» **Exercise description**:
Of the entries below, copy only those lines that contain the word "compass".

═══ Excerpted records ═══

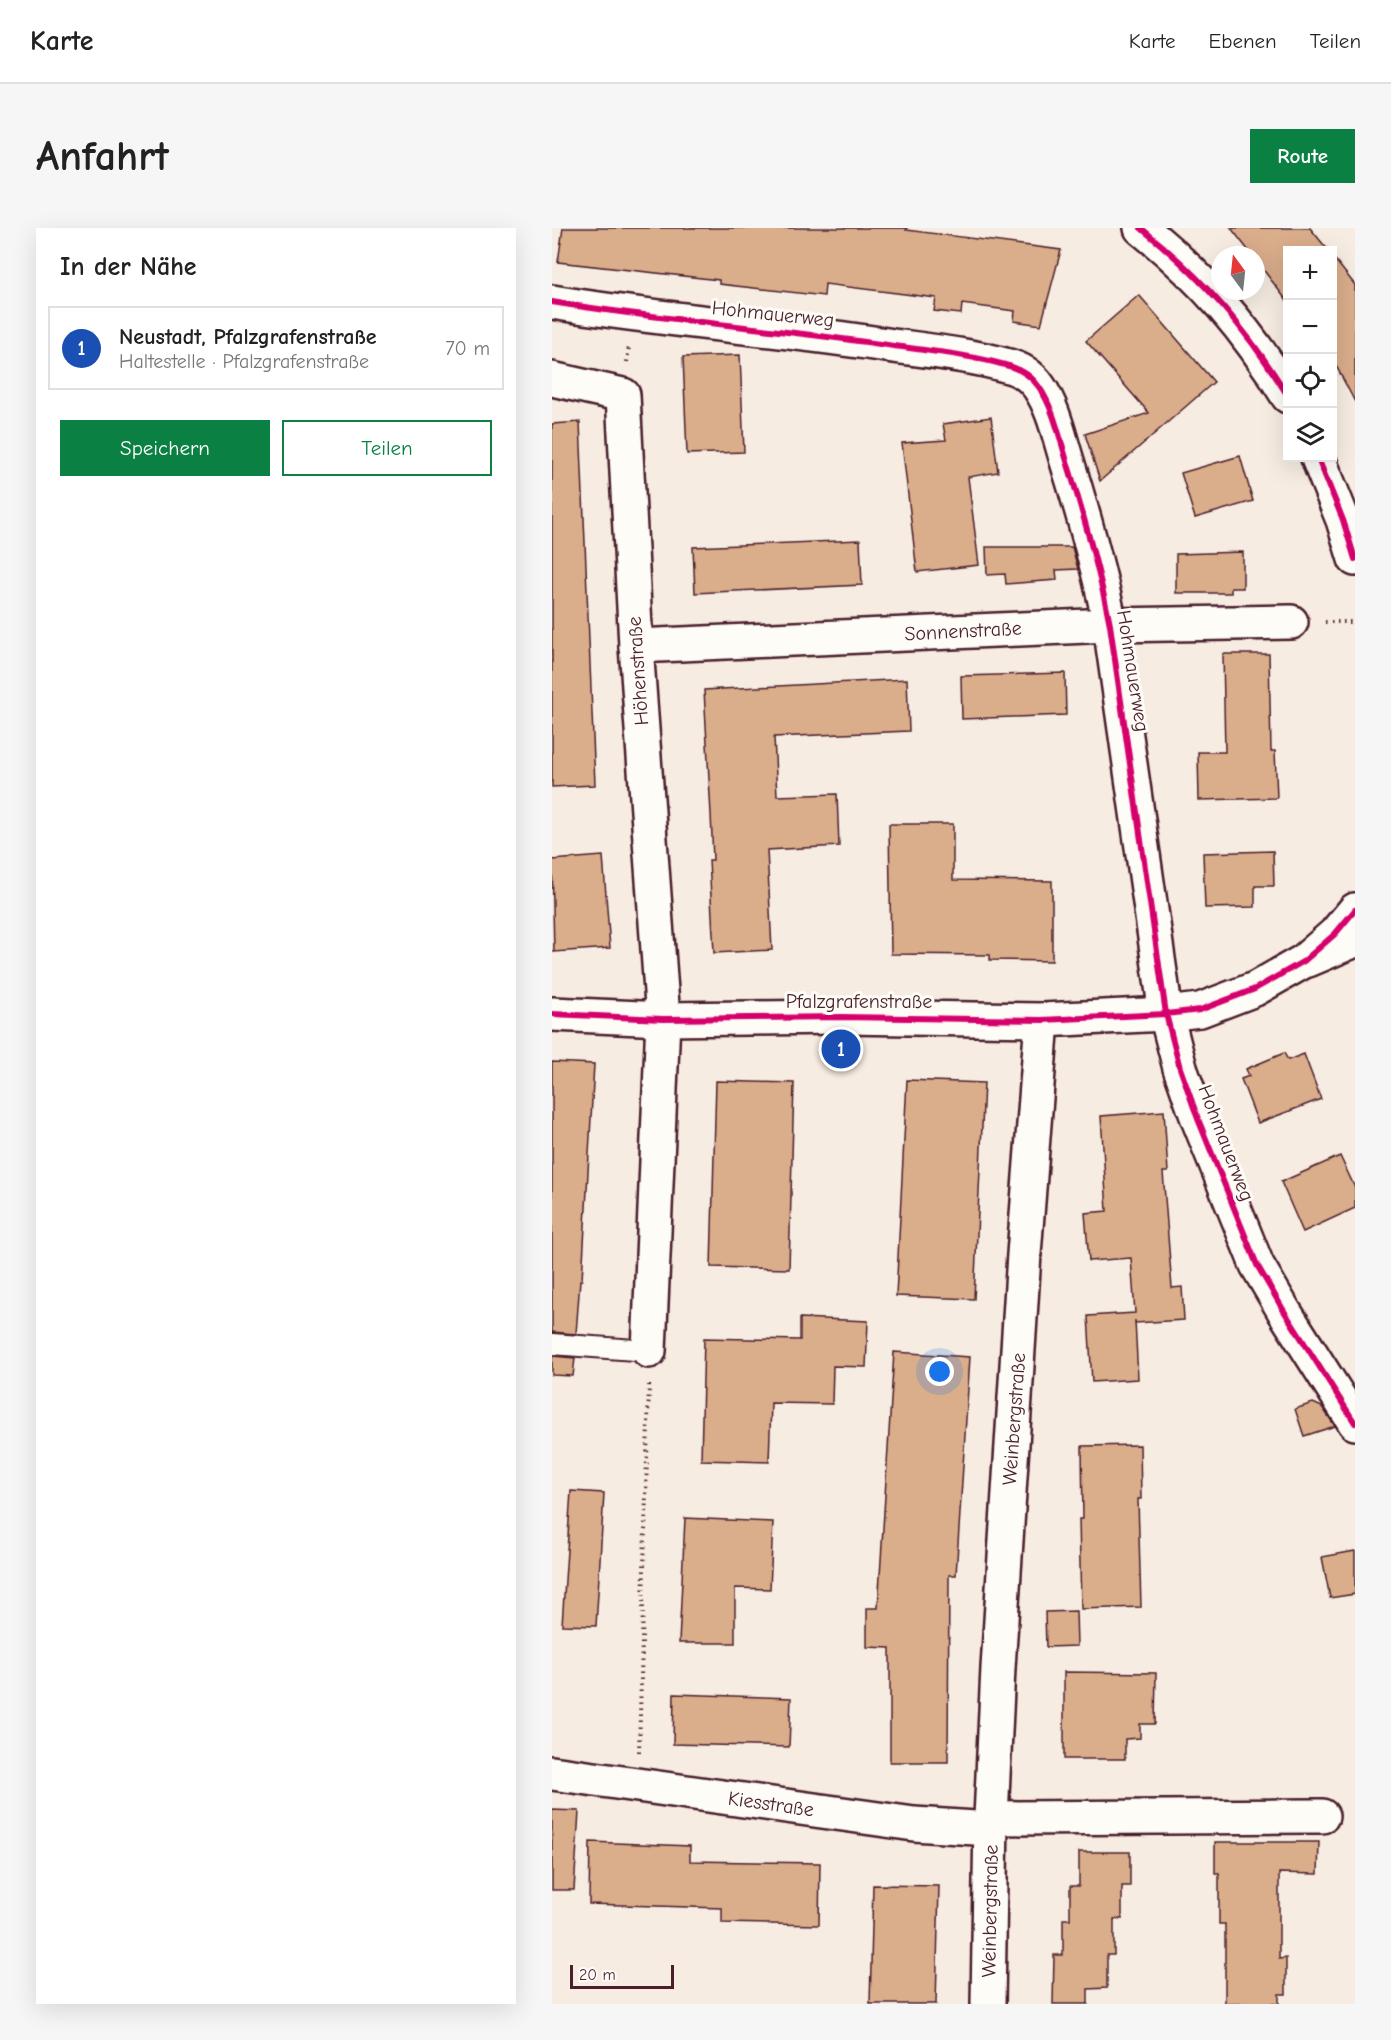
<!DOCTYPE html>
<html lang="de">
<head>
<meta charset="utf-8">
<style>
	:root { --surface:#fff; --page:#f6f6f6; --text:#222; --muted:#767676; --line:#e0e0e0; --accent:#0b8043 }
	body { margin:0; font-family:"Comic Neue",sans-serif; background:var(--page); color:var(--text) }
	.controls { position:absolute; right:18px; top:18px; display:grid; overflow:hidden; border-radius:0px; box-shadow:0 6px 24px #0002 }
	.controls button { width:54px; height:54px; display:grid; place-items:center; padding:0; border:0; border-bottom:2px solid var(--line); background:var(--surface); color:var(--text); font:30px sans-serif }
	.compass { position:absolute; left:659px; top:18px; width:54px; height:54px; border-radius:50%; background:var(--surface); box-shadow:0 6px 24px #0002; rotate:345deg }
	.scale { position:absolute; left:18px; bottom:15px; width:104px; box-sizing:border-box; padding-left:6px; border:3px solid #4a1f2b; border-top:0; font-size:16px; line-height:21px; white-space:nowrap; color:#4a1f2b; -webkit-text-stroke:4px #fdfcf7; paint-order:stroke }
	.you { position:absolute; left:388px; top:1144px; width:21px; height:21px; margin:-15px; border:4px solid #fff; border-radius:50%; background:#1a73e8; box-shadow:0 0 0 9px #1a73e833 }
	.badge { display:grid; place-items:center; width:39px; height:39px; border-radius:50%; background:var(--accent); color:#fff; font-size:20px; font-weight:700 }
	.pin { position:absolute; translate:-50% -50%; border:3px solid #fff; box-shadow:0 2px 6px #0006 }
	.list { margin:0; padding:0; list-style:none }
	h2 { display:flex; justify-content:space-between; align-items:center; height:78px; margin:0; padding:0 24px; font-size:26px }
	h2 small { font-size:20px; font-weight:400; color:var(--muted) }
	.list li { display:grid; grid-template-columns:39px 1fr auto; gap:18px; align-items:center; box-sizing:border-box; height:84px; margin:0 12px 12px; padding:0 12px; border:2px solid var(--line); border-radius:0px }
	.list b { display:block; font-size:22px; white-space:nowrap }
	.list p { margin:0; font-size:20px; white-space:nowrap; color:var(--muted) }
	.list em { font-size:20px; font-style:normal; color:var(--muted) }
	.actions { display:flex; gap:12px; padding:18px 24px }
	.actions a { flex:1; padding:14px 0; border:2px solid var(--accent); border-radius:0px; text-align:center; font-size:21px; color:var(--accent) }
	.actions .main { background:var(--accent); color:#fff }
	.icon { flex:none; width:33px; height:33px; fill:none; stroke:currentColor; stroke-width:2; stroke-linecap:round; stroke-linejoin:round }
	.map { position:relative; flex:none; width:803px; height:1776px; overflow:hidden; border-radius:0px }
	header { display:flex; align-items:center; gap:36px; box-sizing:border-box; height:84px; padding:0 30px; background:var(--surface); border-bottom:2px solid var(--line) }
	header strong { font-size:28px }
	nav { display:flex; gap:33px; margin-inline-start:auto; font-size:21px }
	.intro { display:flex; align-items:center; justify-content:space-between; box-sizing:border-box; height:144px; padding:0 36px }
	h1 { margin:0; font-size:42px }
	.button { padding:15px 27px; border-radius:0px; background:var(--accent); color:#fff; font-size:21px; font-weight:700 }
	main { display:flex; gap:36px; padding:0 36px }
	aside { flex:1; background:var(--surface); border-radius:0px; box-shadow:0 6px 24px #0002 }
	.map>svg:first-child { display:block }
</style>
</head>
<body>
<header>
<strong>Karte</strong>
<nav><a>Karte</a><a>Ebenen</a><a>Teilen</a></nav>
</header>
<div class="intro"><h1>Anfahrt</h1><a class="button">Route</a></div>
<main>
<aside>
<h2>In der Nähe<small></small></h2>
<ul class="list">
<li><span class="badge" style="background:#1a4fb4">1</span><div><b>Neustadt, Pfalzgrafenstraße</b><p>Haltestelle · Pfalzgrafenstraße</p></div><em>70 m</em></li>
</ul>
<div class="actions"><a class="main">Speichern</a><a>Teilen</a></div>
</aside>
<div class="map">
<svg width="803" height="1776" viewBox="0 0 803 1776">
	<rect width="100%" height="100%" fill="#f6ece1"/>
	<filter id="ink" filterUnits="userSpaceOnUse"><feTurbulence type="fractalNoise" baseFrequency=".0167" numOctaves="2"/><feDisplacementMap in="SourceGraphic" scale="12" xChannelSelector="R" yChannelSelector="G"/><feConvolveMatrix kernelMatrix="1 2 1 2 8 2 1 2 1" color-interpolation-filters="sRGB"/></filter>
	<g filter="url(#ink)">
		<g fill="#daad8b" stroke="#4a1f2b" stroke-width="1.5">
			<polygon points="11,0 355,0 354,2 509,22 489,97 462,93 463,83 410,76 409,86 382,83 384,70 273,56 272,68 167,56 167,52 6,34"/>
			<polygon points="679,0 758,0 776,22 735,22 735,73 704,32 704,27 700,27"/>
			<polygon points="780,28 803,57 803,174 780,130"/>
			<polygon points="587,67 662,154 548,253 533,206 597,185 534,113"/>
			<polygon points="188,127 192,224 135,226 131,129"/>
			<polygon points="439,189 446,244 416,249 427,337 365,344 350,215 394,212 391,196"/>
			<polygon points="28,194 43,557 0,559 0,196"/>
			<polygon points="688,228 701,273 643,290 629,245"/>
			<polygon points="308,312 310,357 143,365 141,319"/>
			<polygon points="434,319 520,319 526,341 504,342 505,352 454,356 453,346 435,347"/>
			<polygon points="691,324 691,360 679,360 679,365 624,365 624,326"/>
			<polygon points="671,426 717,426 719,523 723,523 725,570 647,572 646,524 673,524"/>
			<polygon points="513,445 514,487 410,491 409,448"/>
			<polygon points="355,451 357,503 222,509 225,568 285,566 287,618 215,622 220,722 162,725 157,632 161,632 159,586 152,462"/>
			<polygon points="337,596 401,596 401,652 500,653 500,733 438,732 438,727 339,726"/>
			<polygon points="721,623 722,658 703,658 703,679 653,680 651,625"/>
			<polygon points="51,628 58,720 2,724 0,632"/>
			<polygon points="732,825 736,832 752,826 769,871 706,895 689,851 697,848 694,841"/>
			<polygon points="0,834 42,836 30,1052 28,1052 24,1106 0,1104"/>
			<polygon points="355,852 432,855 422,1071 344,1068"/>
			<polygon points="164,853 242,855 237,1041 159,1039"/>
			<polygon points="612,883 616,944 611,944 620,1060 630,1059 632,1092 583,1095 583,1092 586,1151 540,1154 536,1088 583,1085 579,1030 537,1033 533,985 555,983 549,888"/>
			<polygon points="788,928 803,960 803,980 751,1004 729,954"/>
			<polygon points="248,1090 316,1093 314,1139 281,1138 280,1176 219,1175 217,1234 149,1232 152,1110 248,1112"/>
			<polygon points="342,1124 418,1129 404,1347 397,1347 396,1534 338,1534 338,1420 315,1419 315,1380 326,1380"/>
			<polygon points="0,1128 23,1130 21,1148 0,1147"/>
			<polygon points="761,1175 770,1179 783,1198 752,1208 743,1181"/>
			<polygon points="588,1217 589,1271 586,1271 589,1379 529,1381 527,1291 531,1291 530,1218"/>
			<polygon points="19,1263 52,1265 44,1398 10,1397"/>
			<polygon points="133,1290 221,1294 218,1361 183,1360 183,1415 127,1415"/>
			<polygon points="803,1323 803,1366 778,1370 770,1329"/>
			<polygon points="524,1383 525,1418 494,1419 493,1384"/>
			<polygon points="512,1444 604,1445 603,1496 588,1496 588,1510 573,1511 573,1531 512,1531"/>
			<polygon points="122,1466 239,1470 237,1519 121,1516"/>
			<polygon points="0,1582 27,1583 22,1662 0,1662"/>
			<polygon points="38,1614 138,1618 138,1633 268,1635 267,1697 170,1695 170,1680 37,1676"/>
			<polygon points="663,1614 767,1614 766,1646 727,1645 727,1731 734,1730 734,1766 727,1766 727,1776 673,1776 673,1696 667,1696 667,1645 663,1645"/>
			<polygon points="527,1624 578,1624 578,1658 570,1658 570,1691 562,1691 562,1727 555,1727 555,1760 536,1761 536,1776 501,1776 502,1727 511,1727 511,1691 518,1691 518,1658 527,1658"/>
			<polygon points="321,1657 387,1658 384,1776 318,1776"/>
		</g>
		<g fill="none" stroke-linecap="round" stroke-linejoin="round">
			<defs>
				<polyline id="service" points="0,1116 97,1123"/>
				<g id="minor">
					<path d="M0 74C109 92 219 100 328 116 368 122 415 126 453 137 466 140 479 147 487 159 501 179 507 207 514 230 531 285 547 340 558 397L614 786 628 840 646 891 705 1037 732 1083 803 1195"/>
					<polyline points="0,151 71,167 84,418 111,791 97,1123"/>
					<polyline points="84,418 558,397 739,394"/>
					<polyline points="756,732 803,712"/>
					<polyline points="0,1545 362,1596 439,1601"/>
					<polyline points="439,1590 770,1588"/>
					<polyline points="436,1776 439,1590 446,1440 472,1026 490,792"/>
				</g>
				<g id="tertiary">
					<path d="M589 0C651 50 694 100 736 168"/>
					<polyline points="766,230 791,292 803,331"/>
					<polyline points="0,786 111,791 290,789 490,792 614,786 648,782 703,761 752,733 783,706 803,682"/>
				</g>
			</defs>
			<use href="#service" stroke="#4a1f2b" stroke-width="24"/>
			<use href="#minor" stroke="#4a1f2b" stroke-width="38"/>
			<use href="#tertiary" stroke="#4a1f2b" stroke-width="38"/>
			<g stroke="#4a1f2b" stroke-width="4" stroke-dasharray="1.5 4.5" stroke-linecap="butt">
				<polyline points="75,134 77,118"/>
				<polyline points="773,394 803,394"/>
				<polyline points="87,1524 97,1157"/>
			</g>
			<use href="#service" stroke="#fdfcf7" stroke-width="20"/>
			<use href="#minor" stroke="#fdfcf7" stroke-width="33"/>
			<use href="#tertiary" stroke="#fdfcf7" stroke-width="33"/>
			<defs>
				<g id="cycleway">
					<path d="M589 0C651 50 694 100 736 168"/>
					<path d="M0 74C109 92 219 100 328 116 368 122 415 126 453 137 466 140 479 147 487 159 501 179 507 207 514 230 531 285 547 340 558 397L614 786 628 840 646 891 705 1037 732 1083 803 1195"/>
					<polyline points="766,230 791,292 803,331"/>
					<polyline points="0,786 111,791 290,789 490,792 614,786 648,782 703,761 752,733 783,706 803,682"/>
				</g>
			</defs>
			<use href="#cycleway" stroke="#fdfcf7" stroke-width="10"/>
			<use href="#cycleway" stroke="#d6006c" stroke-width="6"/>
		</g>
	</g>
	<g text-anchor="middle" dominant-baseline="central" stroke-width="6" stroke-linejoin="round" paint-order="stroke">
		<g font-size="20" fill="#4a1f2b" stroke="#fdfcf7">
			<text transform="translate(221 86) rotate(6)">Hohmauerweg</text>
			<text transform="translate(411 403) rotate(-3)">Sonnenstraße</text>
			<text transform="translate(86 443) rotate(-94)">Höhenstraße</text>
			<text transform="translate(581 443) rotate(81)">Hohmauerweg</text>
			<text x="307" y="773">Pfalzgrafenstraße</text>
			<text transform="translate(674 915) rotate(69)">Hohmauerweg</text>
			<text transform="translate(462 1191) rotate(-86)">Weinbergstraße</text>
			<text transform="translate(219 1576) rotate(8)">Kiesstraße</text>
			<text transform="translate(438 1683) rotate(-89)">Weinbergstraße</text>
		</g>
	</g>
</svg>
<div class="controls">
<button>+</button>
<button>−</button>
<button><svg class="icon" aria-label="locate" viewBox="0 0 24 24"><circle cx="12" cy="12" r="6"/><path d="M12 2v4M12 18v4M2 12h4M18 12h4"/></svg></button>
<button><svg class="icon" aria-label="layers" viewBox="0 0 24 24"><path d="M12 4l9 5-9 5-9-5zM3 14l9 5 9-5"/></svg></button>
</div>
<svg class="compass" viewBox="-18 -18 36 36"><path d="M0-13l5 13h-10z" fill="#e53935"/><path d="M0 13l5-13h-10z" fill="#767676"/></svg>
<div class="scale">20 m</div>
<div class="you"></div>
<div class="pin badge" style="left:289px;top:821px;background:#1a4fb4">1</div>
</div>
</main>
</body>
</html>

═══

» **Answer section**:
	.compass { position:absolute; left:659px; top:18px; width:54px; height:54px; border-radius:50%; background:var(--surface); box-shadow:0 6px 24px #0002; rotate:345deg }
<svg class="compass" viewBox="-18 -18 36 36"><path d="M0-13l5 13h-10z" fill="#e53935"/><path d="M0 13l5-13h-10z" fill="#767676"/></svg>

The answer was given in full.